It is quite common for portfolio managers to run stress tests to see how their portfolios react under various scenarios. In my software developer life, I might refer to negative testing. Likewise, it seems prudent to stress test in the same way with your real estate portfolio. Putting the portfolio under stress helps to identify and manage risk. Be creative and think of all the things that can go wrong and see what happens to your portfolio. Although government intervention is always a wild card, I think it is best to assume you are on your own to keep your real estate portfolio from imploding in a crunch.
What are some things that I would consider to stress the portfolio? You might consider swings in interest rates directly affecting your financing costs or affecting the market value of your properties. Interest rates obviously impacts financing on new projects and could impact the profitability considerations of any deals in flight. If you have to maintain certain debt to equity ratio (loan to value), the valuation of your properties will be something you are concerned about.
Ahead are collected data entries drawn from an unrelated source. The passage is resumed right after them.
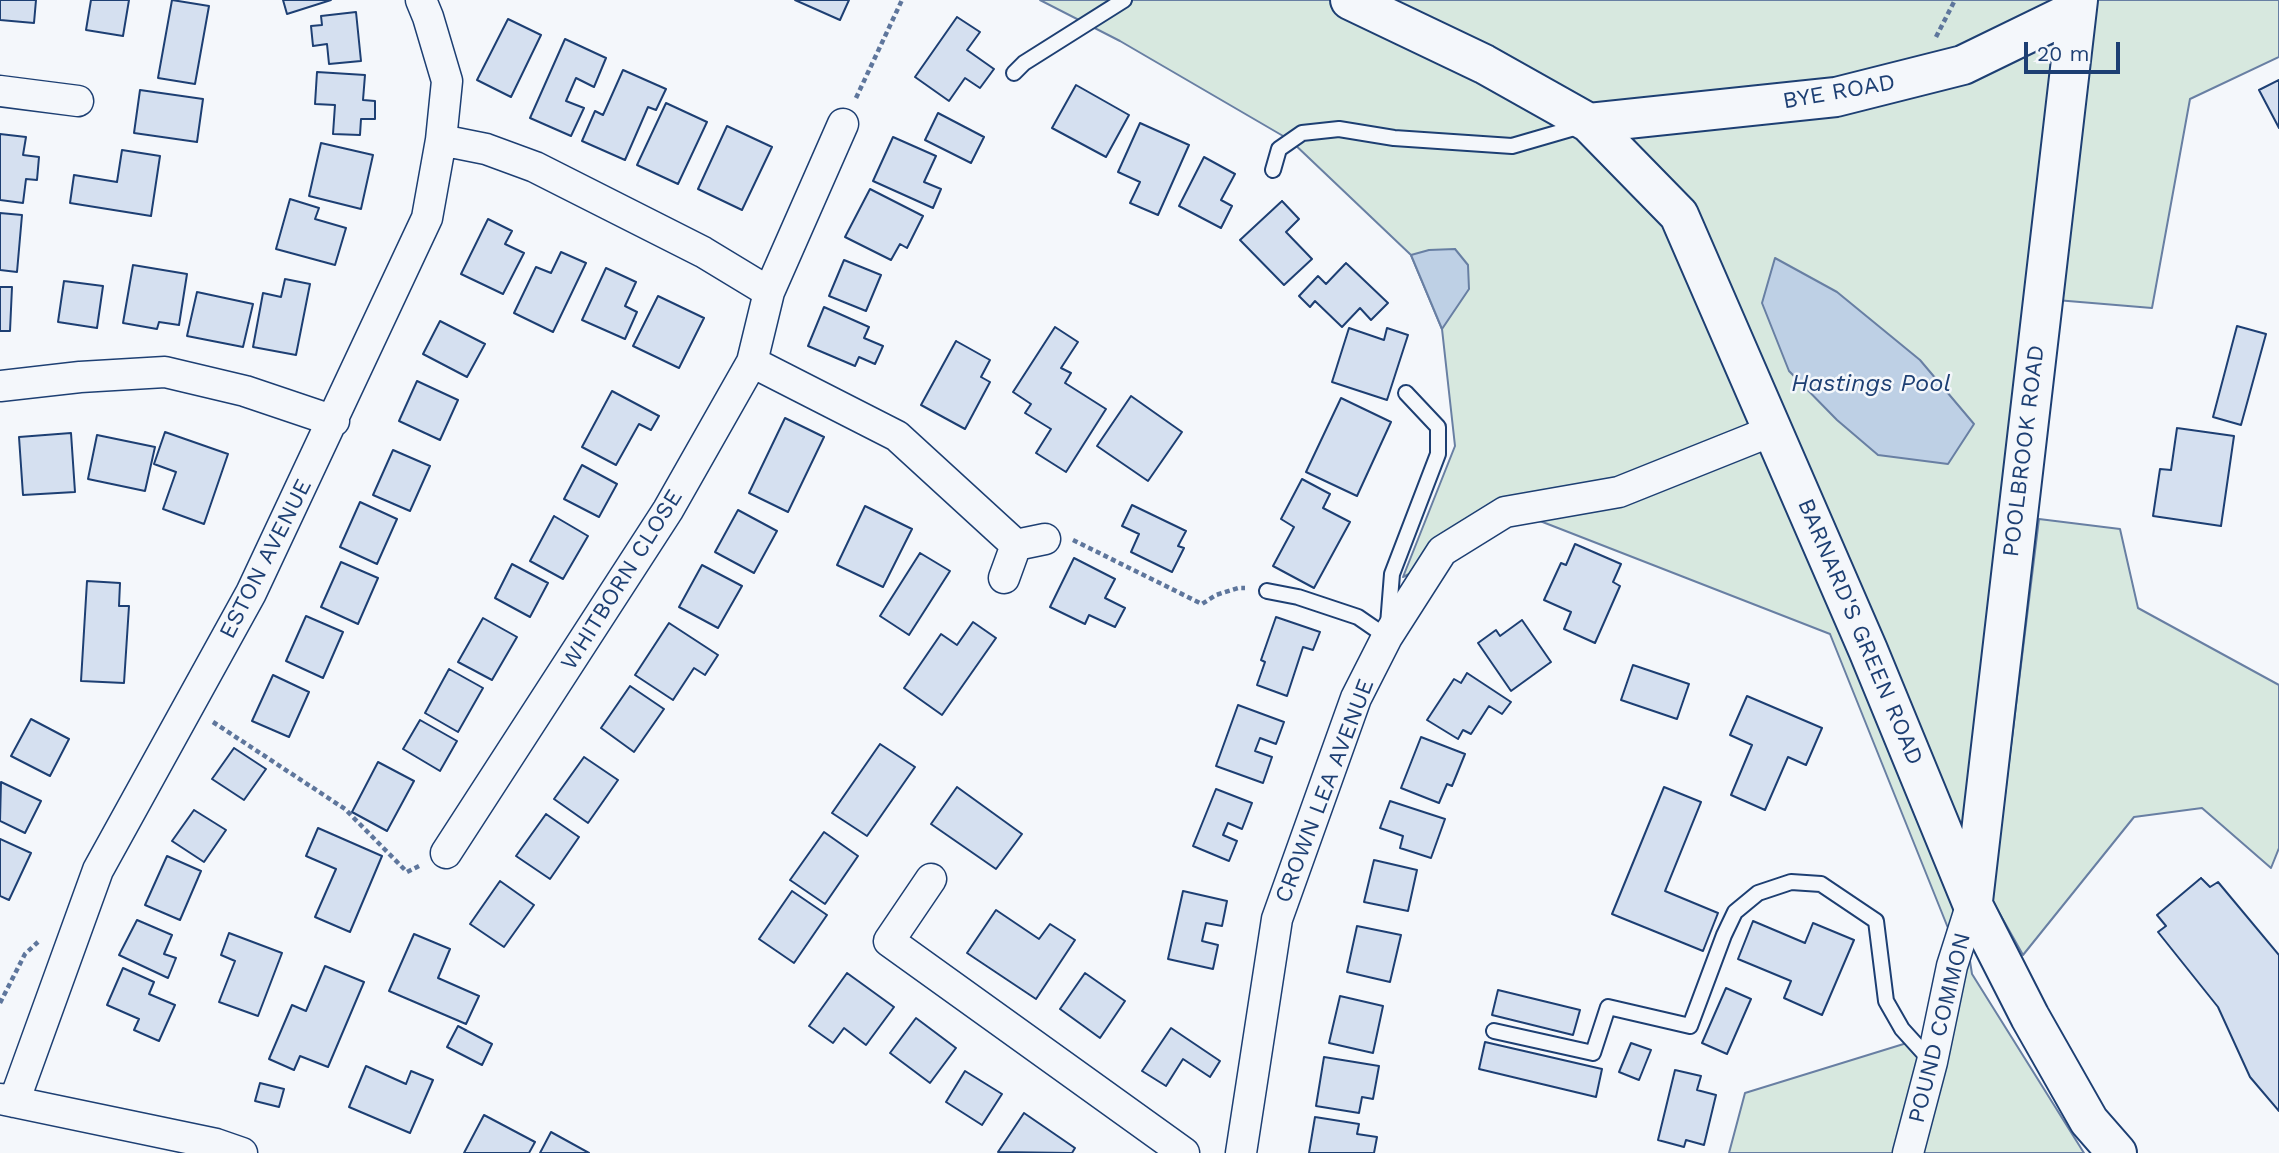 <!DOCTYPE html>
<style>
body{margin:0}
#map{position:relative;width:2279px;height:1153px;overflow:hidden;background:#f4f7fb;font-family:"Work Sans",sans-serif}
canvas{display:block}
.scale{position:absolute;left:2024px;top:42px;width:96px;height:32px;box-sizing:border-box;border:4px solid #1d3f73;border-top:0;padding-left:9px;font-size:21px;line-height:24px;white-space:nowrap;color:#1d3f73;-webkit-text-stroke:5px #f4f7fb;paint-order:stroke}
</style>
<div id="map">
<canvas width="2279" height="1153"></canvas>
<div class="scale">20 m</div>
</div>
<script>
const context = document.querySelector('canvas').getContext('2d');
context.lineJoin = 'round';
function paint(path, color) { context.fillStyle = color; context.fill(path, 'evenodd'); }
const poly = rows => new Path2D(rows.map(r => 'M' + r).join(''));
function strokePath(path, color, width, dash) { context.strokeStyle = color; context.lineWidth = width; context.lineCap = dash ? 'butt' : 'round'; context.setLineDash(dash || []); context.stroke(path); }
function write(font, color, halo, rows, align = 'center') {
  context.font = font + ' "Work Sans",sans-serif'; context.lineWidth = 5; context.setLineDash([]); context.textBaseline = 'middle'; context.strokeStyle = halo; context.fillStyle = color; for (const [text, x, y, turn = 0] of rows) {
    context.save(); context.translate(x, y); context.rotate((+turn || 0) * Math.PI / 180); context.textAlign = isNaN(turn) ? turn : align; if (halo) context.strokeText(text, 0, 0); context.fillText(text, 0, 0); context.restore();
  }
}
const green = poly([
 [1040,0,2279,0,2279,57,2190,99,2152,308,2032,298,1958,884,1972,974,2084,1153,1729,1153,1745,1093,1923,1038,1948,928,1830,634,1540,521,1503,527,1403,577,1455,446,1442,329,1411,255,1290,140,1120,41,1040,0],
 [2039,519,2120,529,2138,608,2279,685,2279,848,2271,868,2202,808,2134,817,2023,955,1992,900,2039,519]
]);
const water = poly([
 [1455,249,1468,265,1469,289,1442,329,1411,255,1429,250,1455,249],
 [1775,258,1837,292,1920,360,1974,424,1948,464,1878,455,1837,420,1789,371,1762,303,1775,258]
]);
const building = poly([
 [0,0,36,0,34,23,0,20,0,0],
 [91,0,129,0,123,36,86,30,91,0],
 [172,0,209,6,195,84,158,78,172,0],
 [283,0,331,0,287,14,283,0],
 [795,0,849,0,840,20,795,0],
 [356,12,361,61,329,64,327,44,313,46,311,26,322,25,321,16,356,12],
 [957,17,980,32,967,50,994,69,980,88,965,78,949,101,915,77,957,17],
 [508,19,541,35,511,97,477,80,508,19],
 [565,39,606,58,594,87,576,78,566,101,584,108,571,136,530,118,565,39],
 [623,70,666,89,656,110,648,107,625,160,582,141,595,111,603,115,623,70],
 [317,72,365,75,363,100,375,101,375,119,361,119,360,135,333,134,335,105,315,104,317,72],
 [2279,80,2279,128,2259,90,2279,80],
 [1076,85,1129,115,1106,157,1052,128,1076,85],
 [140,90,203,99,197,142,134,133,140,90],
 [666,103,707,122,678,184,637,165,666,103],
 [938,113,984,137,971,163,925,140,938,113],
 [1140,123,1189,145,1158,215,1130,203,1140,182,1118,172,1140,123],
 [727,126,772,147,742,210,698,189,727,126],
 [0,134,26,137,23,155,39,157,37,180,26,179,23,203,0,200,0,134],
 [893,137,936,156,924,182,941,189,933,208,873,181,893,137],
 [321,143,373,155,361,209,309,196,321,143],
 [122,150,160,156,151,216,70,203,74,175,117,182,122,150],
 [1204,157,1235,174,1221,200,1232,206,1221,228,1179,206,1204,157],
 [870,189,923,216,907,248,900,244,891,260,845,237,870,189],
 [290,199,319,208,315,219,346,228,335,265,276,249,290,199],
 [1282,201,1299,219,1286,232,1312,259,1284,285,1240,240,1282,201],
 [0,213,22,215,17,272,0,270,0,213],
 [488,219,512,231,505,244,524,253,503,294,461,274,488,219],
 [561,252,586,263,553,332,514,313,536,267,551,273,561,252],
 [844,260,881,275,866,311,829,296,844,260],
 [1346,263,1388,303,1371,320,1360,308,1342,327,1315,301,1310,307,1299,296,1318,276,1326,284,1346,263],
 [133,265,187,274,179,325,159,322,157,329,123,323,133,265],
 [606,268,636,282,625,306,637,312,625,339,582,320,606,268],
 [285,279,310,284,296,355,253,347,263,293,281,297,285,279],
 [64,281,103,286,97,328,58,322,64,281],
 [0,287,12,287,10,331,0,331,0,287],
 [197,292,253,304,243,347,187,336,197,292],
 [658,296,704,318,679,368,633,346,658,296],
 [824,307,869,327,864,338,883,346,875,364,859,357,855,366,808,346,824,307],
 [440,321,485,344,467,377,423,354,440,321],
 [2237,326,2266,334,2241,425,2213,417,2237,326],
 [1055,327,1078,342,1061,368,1071,373,1065,383,1106,409,1066,472,1036,453,1051,429,1025,413,1031,404,1013,392,1055,327],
 [1349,328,1384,340,1387,328,1408,335,1387,400,1332,382,1349,328],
 [956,341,990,360,981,377,990,382,965,429,921,405,956,341],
 [417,381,458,400,440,440,399,421,417,381],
 [612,391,659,416,651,430,639,424,616,465,582,447,612,391],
 [1131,396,1182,432,1148,481,1097,446,1131,396],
 [1341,398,1391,422,1357,496,1306,472,1341,398],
 [785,418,824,437,788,512,749,493,785,418],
 [2177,428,2234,436,2221,526,2153,516,2160,469,2171,470,2177,428],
 [165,432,228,454,204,524,163,509,176,472,154,464,165,432],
 [71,433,75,492,23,495,19,437,71,433],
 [97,435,155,447,145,491,88,479,97,435],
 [393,450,430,466,410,511,373,495,393,450],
 [582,465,617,484,599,517,564,499,582,465],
 [1302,479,1330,494,1323,508,1350,522,1314,588,1273,566,1294,527,1281,519,1302,479],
 [360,502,397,519,377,564,340,547,360,502],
 [1132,505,1186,531,1178,546,1184,548,1172,572,1131,552,1139,534,1122,526,1132,505],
 [865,506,912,529,883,587,837,565,865,506],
 [738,510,777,531,754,573,715,552,738,510],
 [554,516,588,536,563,579,530,561,554,516],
 [1575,544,1621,564,1613,582,1620,586,1595,643,1564,629,1571,612,1544,600,1561,563,1566,565,1575,544],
 [920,553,950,571,909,635,880,616,920,553],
 [1074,558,1115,579,1105,598,1125,608,1115,627,1089,615,1085,624,1050,607,1074,558],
 [341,562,378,578,358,624,321,607,341,562],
 [512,564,548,583,530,617,495,598,512,564],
 [702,565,742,586,718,628,679,607,702,565],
 [87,581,120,583,119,606,129,606,124,683,81,681,87,581],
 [306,616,343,632,323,678,286,661,306,616],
 [1276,617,1320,632,1313,650,1303,647,1287,696,1257,685,1265,662,1261,660,1276,617],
 [483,618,517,637,492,680,458,662,483,618],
 [1522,620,1551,662,1511,691,1478,643,1496,630,1500,636,1522,620],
 [973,622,996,638,942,715,904,688,941,634,957,645,973,622],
 [669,623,718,655,705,675,694,668,673,700,635,675,669,623],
 [1633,665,1689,684,1677,719,1621,700,1633,665],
 [449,669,483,688,458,732,425,713,449,669],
 [1467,673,1511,702,1502,714,1489,706,1471,734,1463,730,1458,739,1427,720,1454,679,1461,683,1467,673],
 [273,675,309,692,289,737,252,721,273,675],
 [630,686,664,709,634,752,601,728,630,686],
 [1747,696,1822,728,1806,765,1788,757,1765,810,1731,795,1752,745,1730,735,1747,696],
 [1238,705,1284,722,1276,744,1260,738,1255,751,1272,757,1263,783,1216,766,1238,705],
 [31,719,69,739,50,776,11,756,31,719],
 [420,720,457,741,440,771,403,749,420,720],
 [1421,737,1465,754,1452,786,1447,784,1439,803,1401,788,1421,737],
 [880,744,915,767,867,836,832,813,880,744],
 [234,748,266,769,244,800,212,779,234,748],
 [584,757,618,780,588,823,554,799,584,757],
 [378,762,414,781,387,831,352,812,378,762],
 [1,782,41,801,25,833,0,821,1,782],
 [957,787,1022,834,996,869,931,824,957,787],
 [1664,787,1701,802,1665,891,1718,913,1703,951,1612,914,1664,787],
 [1216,789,1252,803,1242,829,1228,823,1223,835,1237,841,1229,861,1193,846,1216,789],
 [1390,801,1445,819,1431,858,1400,848,1403,836,1380,828,1390,801],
 [194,810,226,830,204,862,172,841,194,810],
 [546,814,579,837,550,879,516,856,546,814],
 [318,828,382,856,350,932,315,917,336,869,306,856,318,828],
 [824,832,858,856,825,904,790,880,824,832],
 [0,839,31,853,9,900,0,896,0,839],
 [167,856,201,871,180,920,145,905,167,856],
 [1374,860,1417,870,1408,911,1364,902,1374,860],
 [2201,878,2210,887,2218,882,2279,955,2279,1111,2250,1077,2218,1007,2158,932,2166,926,2157,915,2201,878],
 [500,881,534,905,504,947,470,924,500,881],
 [792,891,827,915,794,963,759,939,792,891],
 [1183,891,1227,901,1222,926,1206,923,1202,941,1218,945,1213,969,1168,959,1183,891],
 [996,910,1039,939,1050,924,1075,940,1036,999,967,953,996,910],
 [137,920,172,935,164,954,176,958,168,978,119,955,137,920],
 [1753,921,1805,943,1813,923,1854,940,1822,1015,1784,998,1791,981,1738,959,1753,921],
 [1357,926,1401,935,1390,982,1347,972,1357,926],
 [229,933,282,953,258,1016,219,1002,235,961,221,955,229,933],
 [414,934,450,949,438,978,479,996,466,1024,389,991,414,934],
 [325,966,364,982,328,1067,300,1056,294,1070,269,1059,292,1005,306,1011,325,966],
 [123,968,154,982,149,994,175,1005,159,1041,134,1030,139,1019,107,1005,123,968],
 [847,973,894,1007,866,1045,844,1028,833,1043,809,1026,847,973],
 [1085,973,1125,1001,1100,1038,1060,1009,1085,973],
 [1726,988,1751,999,1727,1054,1702,1043,1726,988],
 [1498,990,1580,1010,1573,1035,1492,1015,1498,990],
 [1340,996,1383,1006,1373,1053,1329,1043,1340,996],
 [916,1018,956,1048,930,1083,890,1053,916,1018],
 [458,1026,492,1044,482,1065,447,1047,458,1026],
 [1171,1028,1220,1061,1210,1077,1183,1059,1166,1086,1142,1071,1171,1028],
 [1485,1042,1602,1069,1596,1097,1479,1069,1485,1042],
 [1631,1043,1651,1050,1639,1080,1619,1072,1631,1043],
 [1324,1057,1379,1066,1373,1099,1362,1097,1359,1113,1316,1106,1324,1057],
 [366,1066,406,1084,411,1071,433,1080,410,1133,349,1107,366,1066],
 [1675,1070,1701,1076,1697,1090,1716,1095,1704,1145,1686,1140,1684,1147,1658,1140,1675,1070],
 [965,1071,1002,1094,982,1125,946,1102,965,1071],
 [260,1083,284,1089,279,1107,255,1101,260,1083],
 [1024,1113,1075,1148,1072,1153,998,1152,1024,1113],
 [484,1115,535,1142,529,1153,464,1153,484,1115],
 [1315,1117,1359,1124,1357,1134,1377,1137,1374,1153,1309,1153,1315,1117],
 [551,1132,589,1153,540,1153,551,1132]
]);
const path = poly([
 [1936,37,1955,0],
 [856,98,902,0],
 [1073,540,1202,604,1216,595,1238,588,1245,588],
 [213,722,345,809,407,872,419,866],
 [0,1003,25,954,38,942]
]);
const service = poly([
 [1014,73,1024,63,1124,0],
 [1273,170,1279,149,1302,133,1339,129,1394,138,1512,146,1581,126],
 [1267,591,1298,597,1358,617,1387,637,1392,574,1438,454,1438,427,1406,393],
 [1494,1031,1593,1053,1608,1007,1690,1026,1724,935,1735,912,1758,893,1791,882,1821,884,1876,921,1886,1001,1902,1029,1931,1061]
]);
const minor = poly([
 [0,91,78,101],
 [441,140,486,149,535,167,703,252,769,292,752,362,668,510,446,853],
 [769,292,843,124],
 [752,362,897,436,1016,545,1045,539],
 [0,386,80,377,165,372,245,391,334,421],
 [1004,578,1016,545],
 [931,879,889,941,1184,1153],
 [0,1099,216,1144,242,1153],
 [14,1102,98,870,251,593,427,218,441,140,447,81,428,17,421,0],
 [1241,1153,1277,919,1356,698,1387,637,1442,551,1505,512,1619,492,1774,430],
 [1908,1153,1932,1062,1952,966,1972,903]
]);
const secondary = poly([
 [1350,0,1484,64,1589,123,1679,215,1868,650,1972,903,2030,1017,2089,1121,2117,1153],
 [1589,123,1836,97,1963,65,2076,10],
 [1973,901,2078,0]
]);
const streetNames = [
 ["BYE ROAD",1839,92,-10],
 ["POOLBROOK ROAD",2024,451,-83],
 ["ESTON AVENUE",266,559,-63],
 ["WHITBORN CLOSE",622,580,-58],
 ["BARNARD'S GREEN ROAD",1860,632,67],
 ["CROWN LEA AVENUE",1325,791,-69],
 ["POUND COMMON",1940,1028,-76]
];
const waterNames = [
 ["Hastings Pool",1871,384]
];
paint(green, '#d7e8df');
strokePath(green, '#687fa3', 2);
paint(water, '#bed0e5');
strokePath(water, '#687fa3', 2);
paint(building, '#d5e0f0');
strokePath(building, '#1d3f73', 2);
strokePath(service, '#1d3f73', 18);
strokePath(minor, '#1d3f73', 33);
strokePath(secondary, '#1d3f73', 42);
strokePath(path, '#5e769c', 4.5, [5, 3.5]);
strokePath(service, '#f4f7fb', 14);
strokePath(minor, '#f4f7fb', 30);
strokePath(secondary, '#f4f7fb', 38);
write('23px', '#1d3f73', '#f4f7fb', streetNames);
write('italic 24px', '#1d3f73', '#f4f7fb', waterNames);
</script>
Some questions to consider
What happens if the valuations on your properties drop by 30%? What happens if 30% of your properties are vacant and can’t be filled? What happens if 30% of your properties have tenants that become delinquent and force eviction proceedings (assuming you are allowed to evict)? What happens if property taxes go up 30% across the board? What happens if your maintenance and/or other costs go up 30% for the year? What happens if you lose your property management company? What happens if you face a lawsuit? How about a natural disaster or some bad bout of snow? What happens if a tree falls on the house? An old pipe connecting your house to the street bursts? What happens if your balcony collapses? Your house becomes unlivable and you need to secure replacement housing for your tenants? Although I am lucky to avoid many of these scenarios, I have had large surprise repairs that took out most of the profits for a property for a year. A resilient portfolio should withstand such shocks. You would hate to have your real estate portfolio come crashing down because you did not take the proper risk management measures.